Only lines containing "strokeStyle" are wanted from the data below. Copy those lines.

BEGIN

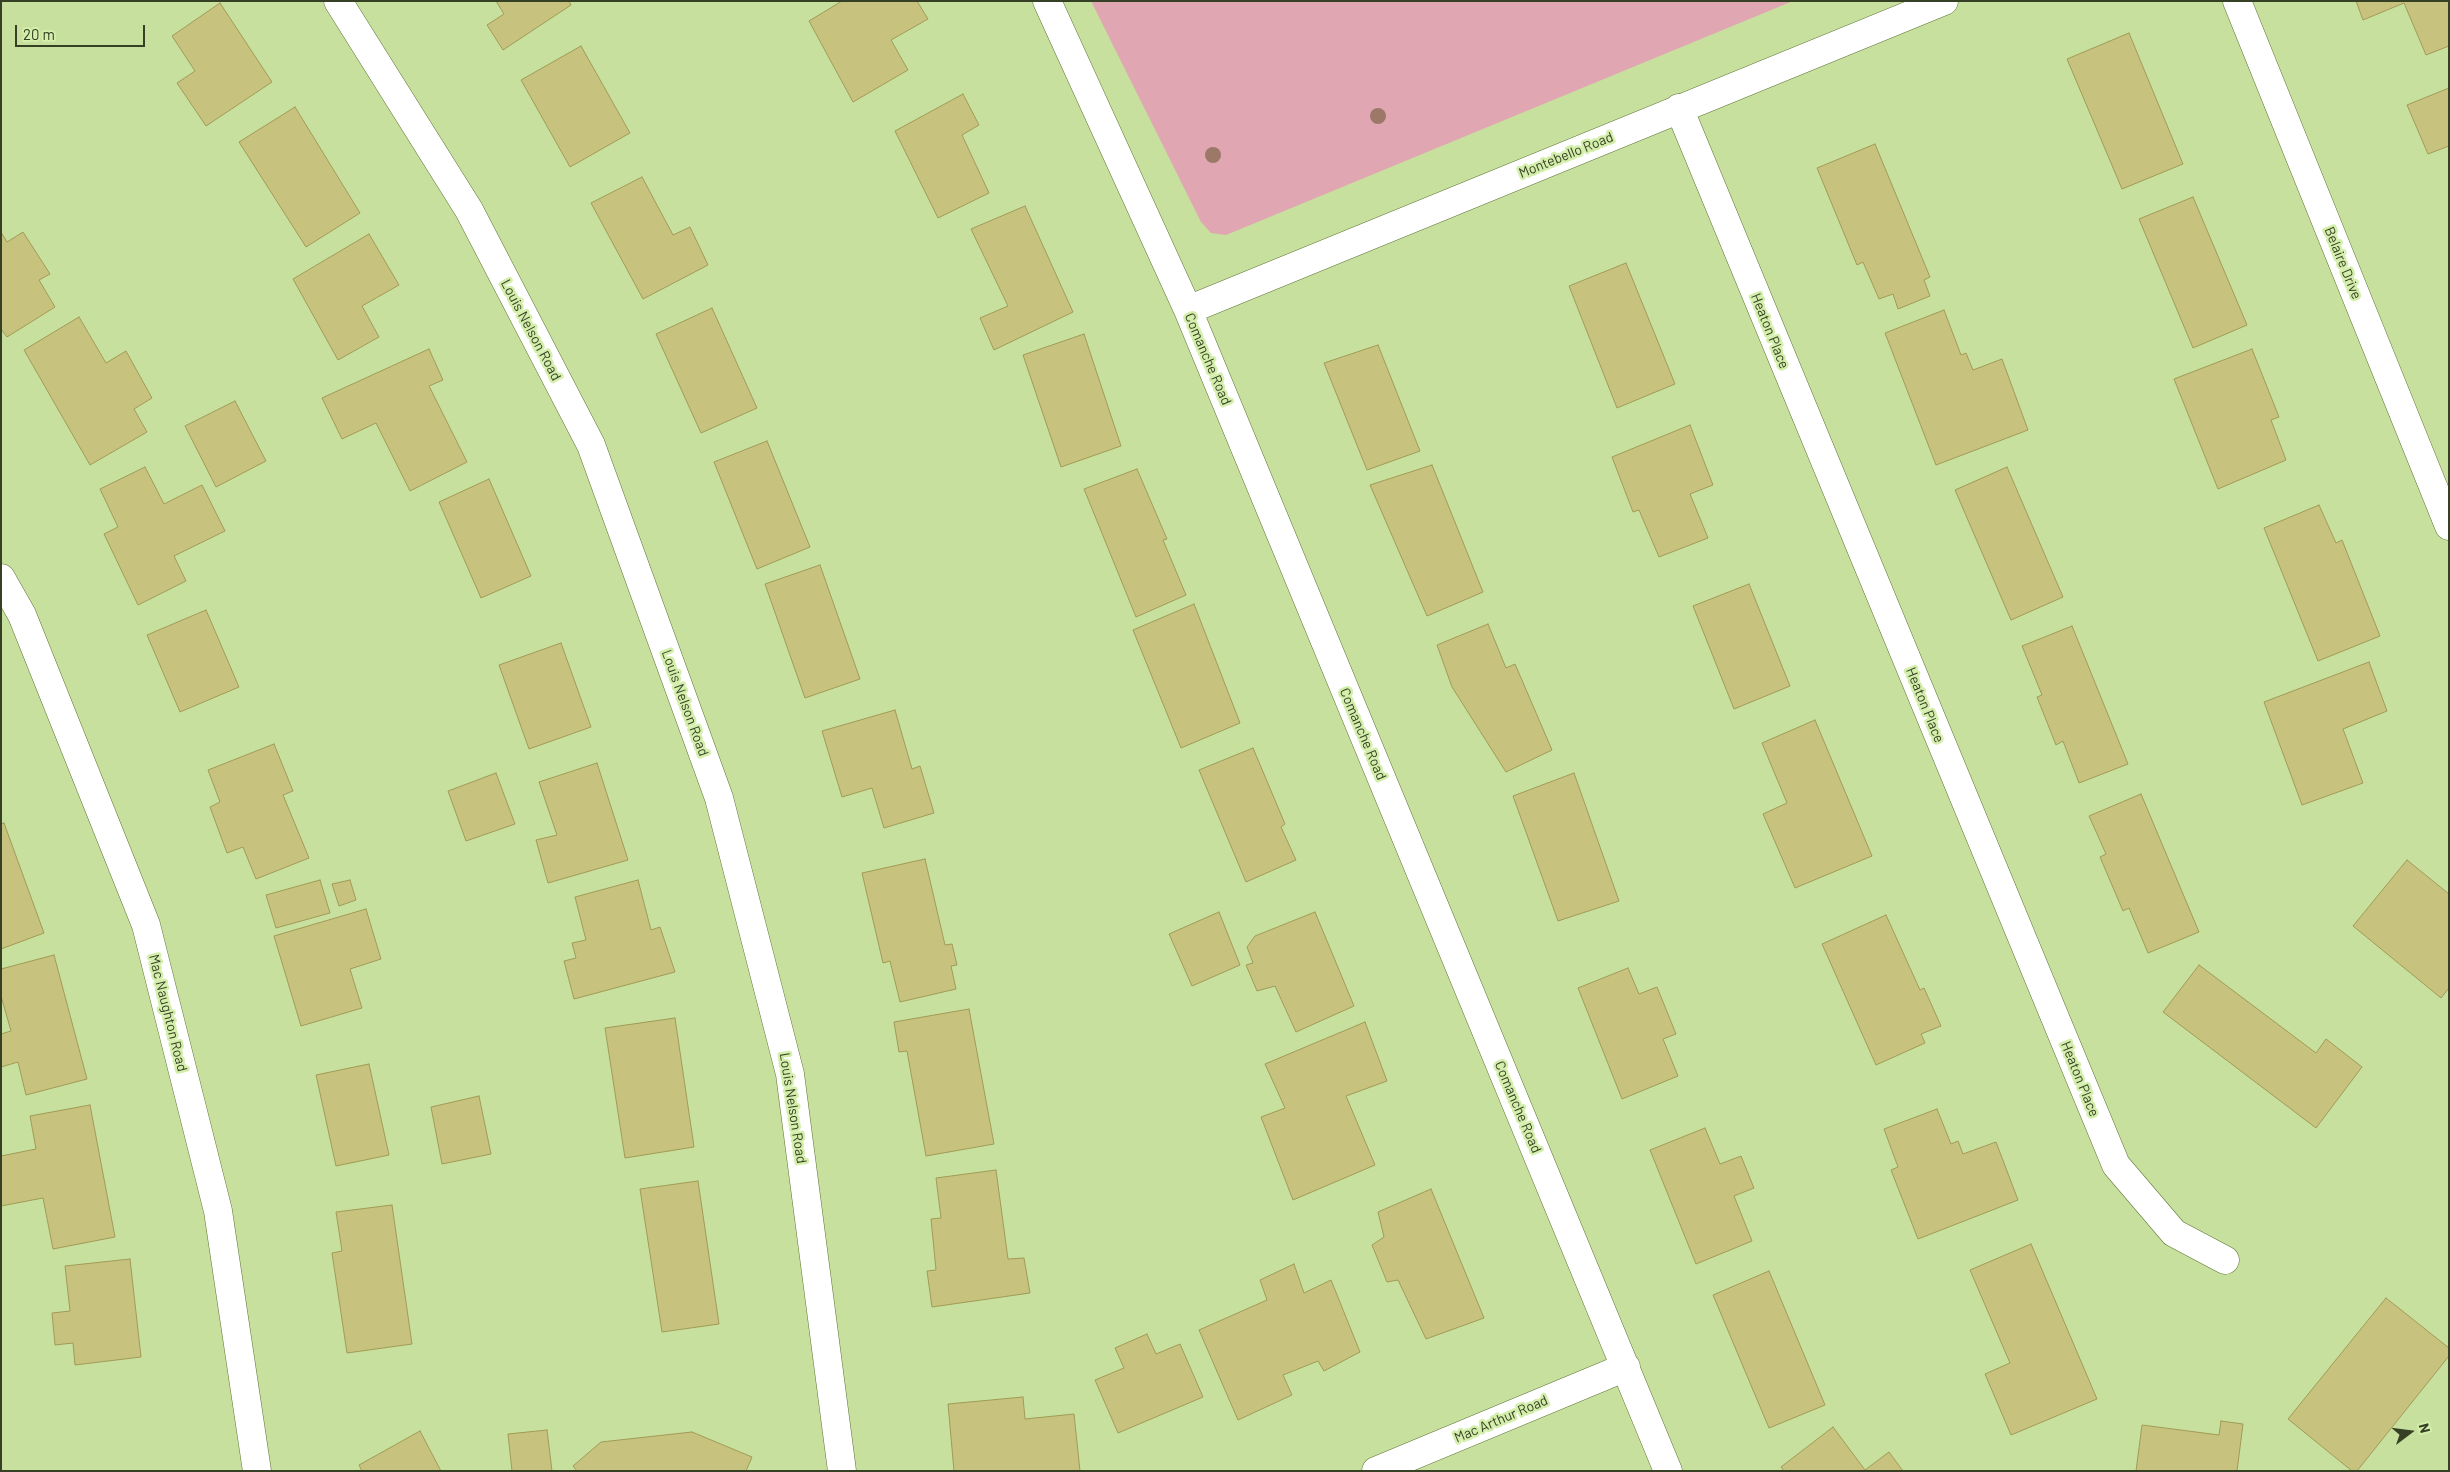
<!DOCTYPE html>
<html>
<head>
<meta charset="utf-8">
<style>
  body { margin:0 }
  #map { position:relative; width:2450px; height:1472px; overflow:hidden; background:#c7e09e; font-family:Barlow,sans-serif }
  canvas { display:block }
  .frame { position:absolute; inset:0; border:2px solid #364025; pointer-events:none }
  .north { position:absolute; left:2385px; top:1407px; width:50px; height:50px; -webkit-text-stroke:4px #d4eeab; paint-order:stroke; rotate:75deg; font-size:14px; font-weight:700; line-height:20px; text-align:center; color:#364025 }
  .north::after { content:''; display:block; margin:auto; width:18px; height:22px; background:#364025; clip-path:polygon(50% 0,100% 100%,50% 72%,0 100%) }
  .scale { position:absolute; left:15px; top:25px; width:130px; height:22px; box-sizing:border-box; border:2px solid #364025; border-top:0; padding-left:6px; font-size:15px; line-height:18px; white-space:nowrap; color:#364025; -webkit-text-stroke:4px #d4eeab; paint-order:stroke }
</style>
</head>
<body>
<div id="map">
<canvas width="2450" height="1472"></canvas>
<div class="frame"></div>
<div class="north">N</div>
<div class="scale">20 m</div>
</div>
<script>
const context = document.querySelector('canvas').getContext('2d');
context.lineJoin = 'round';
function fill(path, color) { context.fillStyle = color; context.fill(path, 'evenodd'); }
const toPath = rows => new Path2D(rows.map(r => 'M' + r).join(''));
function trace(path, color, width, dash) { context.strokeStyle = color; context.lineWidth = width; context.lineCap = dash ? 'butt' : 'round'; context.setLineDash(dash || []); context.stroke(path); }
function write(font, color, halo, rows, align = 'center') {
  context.font = font + ' Barlow,sans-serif'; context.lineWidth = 5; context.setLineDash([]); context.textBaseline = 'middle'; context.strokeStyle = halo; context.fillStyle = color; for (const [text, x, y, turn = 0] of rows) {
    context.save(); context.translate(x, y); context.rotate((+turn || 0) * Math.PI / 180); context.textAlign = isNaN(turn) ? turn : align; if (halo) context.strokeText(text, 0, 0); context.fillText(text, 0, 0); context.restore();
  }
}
fill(toPath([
  [1091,1,1793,1,1226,235,1211,233,1201,222]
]), '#e0a6b2');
const building = toPath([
  [496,1,569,1,571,5,503,50,487,25,504,14,496,1],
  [842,1,917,1,928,19,891,40,908,70,853,102,809,21,842,1],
  [2356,1,2449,1,2449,46,2426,55,2404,3,2363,20,2356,1],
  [220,3,272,82,206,126,177,83,195,71,172,36,220,3],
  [2129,33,2183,164,2122,189,2067,59,2129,33],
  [581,46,630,133,570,167,521,80,581,46],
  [2449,88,2449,146,2428,154,2407,105,2449,88],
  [963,94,979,125,962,135,989,193,938,218,895,131,963,94],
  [295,107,360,213,306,247,239,142,295,107],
  [1875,144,1930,277,1924,280,1930,296,1898,309,1893,294,1879,299,1863,262,1857,265,1817,168,1875,144],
  [642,177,673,235,690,227,708,265,643,299,591,203,642,177],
  [2193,197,2247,325,2193,348,2139,219,2193,197],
  [1025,206,1073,312,994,350,980,318,1008,306,971,229,1025,206],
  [1,232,7,242,23,232,50,274,39,280,55,307,7,337,1,329,1,232],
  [369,234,399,285,362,306,379,337,338,360,293,279,369,234],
  [1626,263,1675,384,1617,408,1569,286,1626,263],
  [712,308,757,408,701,433,656,334,712,308],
  [1944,310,1961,355,1966,353,1973,370,2002,359,2028,430,1936,465,1885,333,1944,310],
  [79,317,106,363,126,351,152,398,134,409,147,432,90,465,24,350,79,317],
  [1084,334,1121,446,1061,467,1023,355,1084,334],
  [1378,345,1420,451,1367,470,1324,363,1378,345],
  [429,349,443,380,429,386,467,462,410,491,376,423,342,439,322,398,429,349],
  [2252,349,2279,417,2271,420,2286,460,2218,489,2174,379,2252,349],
  [235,401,266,461,216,487,185,426,235,401],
  [1690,425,1713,485,1690,494,1708,538,1659,557,1639,510,1633,512,1612,457,1690,425],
  [767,441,810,547,757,569,714,462,767,441],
  [1432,465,1483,592,1427,616,1370,485,1432,465],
  [145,467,164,504,202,485,225,531,174,556,186,581,138,605,104,534,118,527,100,489,145,467],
  [2007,467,2063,597,2011,620,1955,490,2007,467],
  [1137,469,1167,539,1163,540,1186,595,1136,617,1084,489,1137,469],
  [489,479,531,576,481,598,439,502,489,479],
  [2319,505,2336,543,2342,540,2380,636,2318,661,2264,528,2319,505],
  [820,565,860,679,805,698,765,584,820,565],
  [1749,584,1790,686,1734,709,1693,606,1749,584],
  [1194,604,1240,723,1181,748,1133,630,1194,604],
  [206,610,239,687,180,712,147,635,206,610],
  [1488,624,1506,668,1515,664,1552,750,1506,772,1452,687,1437,645,1488,624],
  [2072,626,2128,764,2079,783,2063,741,2056,745,2037,697,2042,695,2022,646,2072,626],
  [561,643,591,727,529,749,499,665,561,643],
  [2369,662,2387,711,2343,729,2363,783,2302,805,2264,702,2369,662],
  [895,710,912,769,920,766,934,813,884,828,872,788,842,797,822,731,895,710],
  [1815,720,1872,856,1795,888,1763,814,1787,803,1762,743,1815,720],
  [274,744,293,791,283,795,309,858,256,879,243,847,227,853,210,807,220,802,208,770,274,744],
  [1253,748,1285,824,1281,827,1296,860,1246,882,1199,770,1253,748],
  [597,763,628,860,548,883,536,840,557,835,539,782,597,763],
  [496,773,515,824,466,841,448,791,496,773],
  [1574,773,1619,901,1558,921,1513,796,1574,773],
  [2141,794,2199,932,2148,953,2129,908,2123,911,2100,857,2106,854,2089,816,2141,794],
  [4,823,44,933,1,949,1,824,4,823],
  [925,859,945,945,952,944,957,965,951,966,956,989,900,1002,890,961,883,963,862,873,925,859],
  [2407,860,2449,894,2449,988,2441,998,2353,926,2407,860],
  [320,880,330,913,276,928,266,895,320,880],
  [350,880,356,900,339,906,332,884,350,880],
  [638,880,651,930,660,927,675,972,574,999,564,961,576,958,572,943,586,940,575,897,638,880],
  [366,909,381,959,350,969,362,1008,301,1026,274,936,366,909],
  [1219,912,1240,965,1192,986,1169,934,1219,912],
  [1315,912,1354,1006,1296,1032,1275,986,1257,991,1246,965,1253,963,1247,947,1255,936,1315,912],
  [1886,915,1920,990,1924,988,1941,1026,1921,1034,1925,1043,1876,1065,1822,944,1886,915],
  [54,955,87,1079,26,1095,18,1062,1,1067,1,1034,11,1031,1,996,1,969,54,955],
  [2199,965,2316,1053,2326,1039,2362,1067,2316,1128,2163,1012,2199,965],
  [1628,968,1639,994,1657,987,1676,1034,1663,1039,1678,1076,1622,1099,1578,988,1628,968],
  [969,1009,994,1144,926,1156,907,1051,899,1052,894,1022,969,1009],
  [675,1018,694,1147,625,1158,605,1028,675,1018],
  [1365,1022,1387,1081,1346,1096,1375,1165,1293,1200,1261,1117,1285,1108,1265,1064,1365,1022],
  [369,1064,389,1155,336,1166,316,1075,369,1064],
  [479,1096,491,1154,442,1164,431,1107,479,1096],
  [90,1105,115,1237,53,1249,43,1198,1,1206,1,1156,36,1149,30,1116,90,1105],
  [1937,1109,1951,1144,1958,1141,1963,1154,1996,1142,2018,1200,1918,1239,1891,1170,1898,1167,1884,1129,1937,1109],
  [1705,1128,1720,1164,1741,1156,1754,1188,1734,1196,1752,1241,1696,1264,1650,1150,1705,1128],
  [996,1170,1008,1259,1024,1258,1030,1293,932,1307,927,1271,936,1270,931,1219,941,1218,936,1178,996,1170],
  [698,1181,719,1324,662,1332,640,1189,698,1181],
  [1431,1189,1484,1318,1426,1339,1398,1280,1387,1282,1372,1245,1384,1237,1378,1212,1431,1189],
  [392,1205,412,1344,347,1353,332,1253,342,1251,336,1212,392,1205],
  [2031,1244,2097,1399,2011,1435,1985,1374,2010,1363,1970,1270,2031,1244],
  [130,1259,141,1357,75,1365,73,1343,55,1345,52,1313,70,1311,65,1266,130,1259],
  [1294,1264,1304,1293,1331,1280,1360,1352,1324,1371,1318,1361,1283,1375,1292,1395,1238,1420,1199,1330,1267,1300,1260,1280,1294,1264],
  [1769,1271,1825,1405,1769,1428,1713,1295,1769,1271],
  [2386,1298,2449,1348,2449,1356,2357,1471,2352,1471,2288,1419,2386,1298],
  [1147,1334,1156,1354,1180,1344,1203,1397,1118,1433,1095,1380,1124,1368,1115,1348,1147,1334],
  [1023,1397,1025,1419,1074,1414,1080,1471,954,1471,948,1404,1023,1397],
  [2221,1421,2243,1424,2237,1471,2136,1471,2142,1425,2219,1435,2221,1421],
  [1833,1427,1865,1470,1889,1452,1903,1471,1784,1471,1781,1467,1833,1427],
  [547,1430,552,1471,512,1471,508,1434,547,1430],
  [420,1431,441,1471,362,1471,359,1465,420,1431],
  [692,1432,752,1457,746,1471,577,1471,573,1466,601,1442,692,1432]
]);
fill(building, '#c7c27d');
trace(building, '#a09b56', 1);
const minor = toPath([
  [338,1,469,210,591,445,719,798,790,1074,842,1471],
  [1047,1,1188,310,1668,1471],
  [2237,1,2449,526],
  [1679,108,2116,1165,2174,1233,2225,1260],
  [1188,310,1944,1],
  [1,578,22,615,146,925,218,1211,257,1471],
  [1376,1471,1626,1367]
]);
trace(minor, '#5f7537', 29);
trace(minor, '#fff', 28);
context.fillStyle = '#9c7869';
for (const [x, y] of [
  [1378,116],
  [1213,155]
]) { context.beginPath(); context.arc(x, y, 8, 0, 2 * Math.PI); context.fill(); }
write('14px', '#364025', '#d4eeab', [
  ["Montebello Road",1566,155,-22],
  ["Belaire Drive",2343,263,68],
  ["Louis Nelson Road",531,330,62],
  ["Heaton Place",1770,331,68],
  ["Comanche Road",1208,359,67],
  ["Louis Nelson Road",685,703,70],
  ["Heaton Place",1925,705,68],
  ["Comanche Road",1363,734,67],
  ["Mac Naughton Road",168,1013,76],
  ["Heaton Place",2080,1079,68],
  ["Comanche Road",1518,1107,67],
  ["Louis Nelson Road",793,1108,81],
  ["Mac Arthur Road",1501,1419,-23]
]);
</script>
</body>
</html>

END

| REPLY |
function trace(path, color, width, dash) { context.strokeStyle = color; context.lineWidth = width; context.lineCap = dash ? 'butt' : 'round'; context.setLineDash(dash || []); context.stroke(path); }
  context.font = font + ' Barlow,sans-serif'; context.lineWidth = 5; context.setLineDash([]); context.textBaseline = 'middle'; context.strokeStyle = halo; context.fillStyle = color; for (const [text, x, y, turn = 0] of rows) {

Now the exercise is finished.